The ground truth represented the area of pathologist-generated annotations (true positive + false negative), whereas the prediction denoted the area of model-generated annotations (true positive + false positive). True positive indicated the overlap between ground truth and prediction. Sensitivity measures the proportion of actual positive instances correctly identified by the model. Precision refers to the ability of the model to make positive predictions. The DSC measures the proportion of the spatial overlap between the model’s predictions and the ground truth.
For assessment of the degree of error in segmentation and its impact on downstream quantifications, measurements, such as area measurements and nuclei count from the DL model, were compared with those from the ground truth. The correlation and Bland-Altman analyses were employed for this purpose. The correlation analysis was conducted to examine the strength and direction of a linear relationship between the measurements obtained from the DL model and the ground truth. The Bland-Altman analysis gauged the agreement and bias between measurements from the DL model and ground truth. The Bland-Altman plots displayed the average value of the two methods vs the difference between them, with the limit of agreement determined at a 95% confidence level (mean bias ± 1.96 standard deviations).
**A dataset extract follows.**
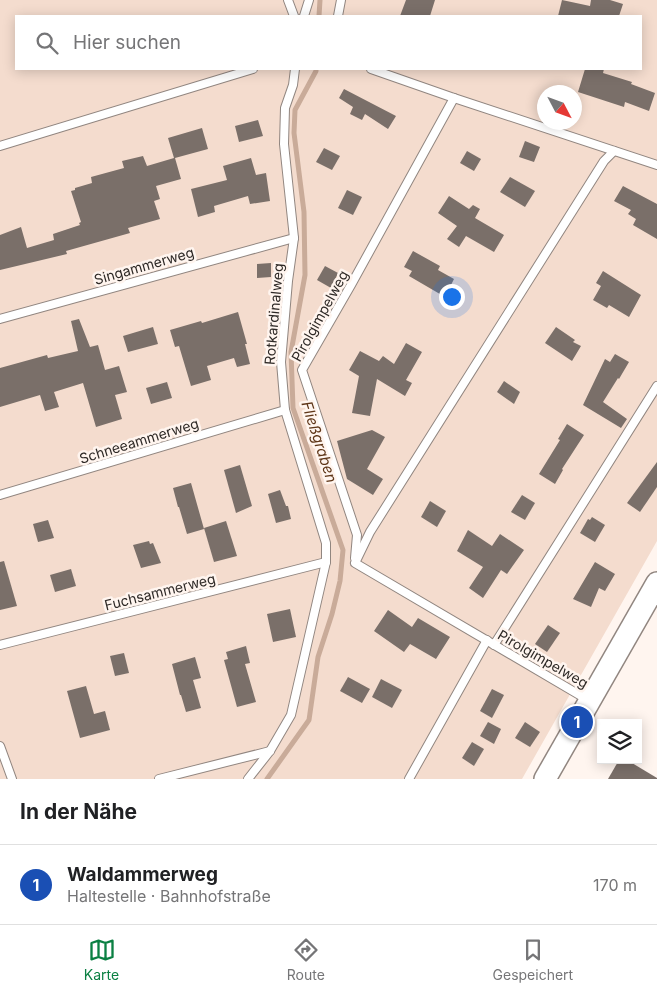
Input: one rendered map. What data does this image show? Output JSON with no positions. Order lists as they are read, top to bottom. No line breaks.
{"streets":{"lane":["Singammerweg","Rotkardinalweg","Pirolgimpelweg","Schneeammerweg","Fuchsammerweg"]},"crossings":[["Singammerweg","Rotkardinalweg"],["Rotkardinalweg","Schneeammerweg"],["Rotkardinalweg","Fuchsammerweg"]],"water":["Fließgraben"],"north":"bottom right","page":{"search":"Hier suchen","pins":"1","heading":"In der Nähe","list":[{"mark":"1","name":"Waldammerweg","note":"Haltestelle · Bahnhofstraße","value":"170 m"}],"nav":["Karte","Route","Gespeichert"]}}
Furthermore, the model’s performance on H&E images was compared with the pathologists’ performance on the same slides without the IHC assistance. Three pathologists (BB, WB, and LH), experienced in general toxicology studies, independently annotated three unique H&E spleen WSIs at 20×. White pulp and red pulp were pre-segmented, and pathologists delineated the follicle and PALS regions. The DL model and pathologist results were compared using sensitivity, precision, and DSC in follicles and PALS. The performance metrics were calculated using the ground truth (annotations utilizing IHC as the guide).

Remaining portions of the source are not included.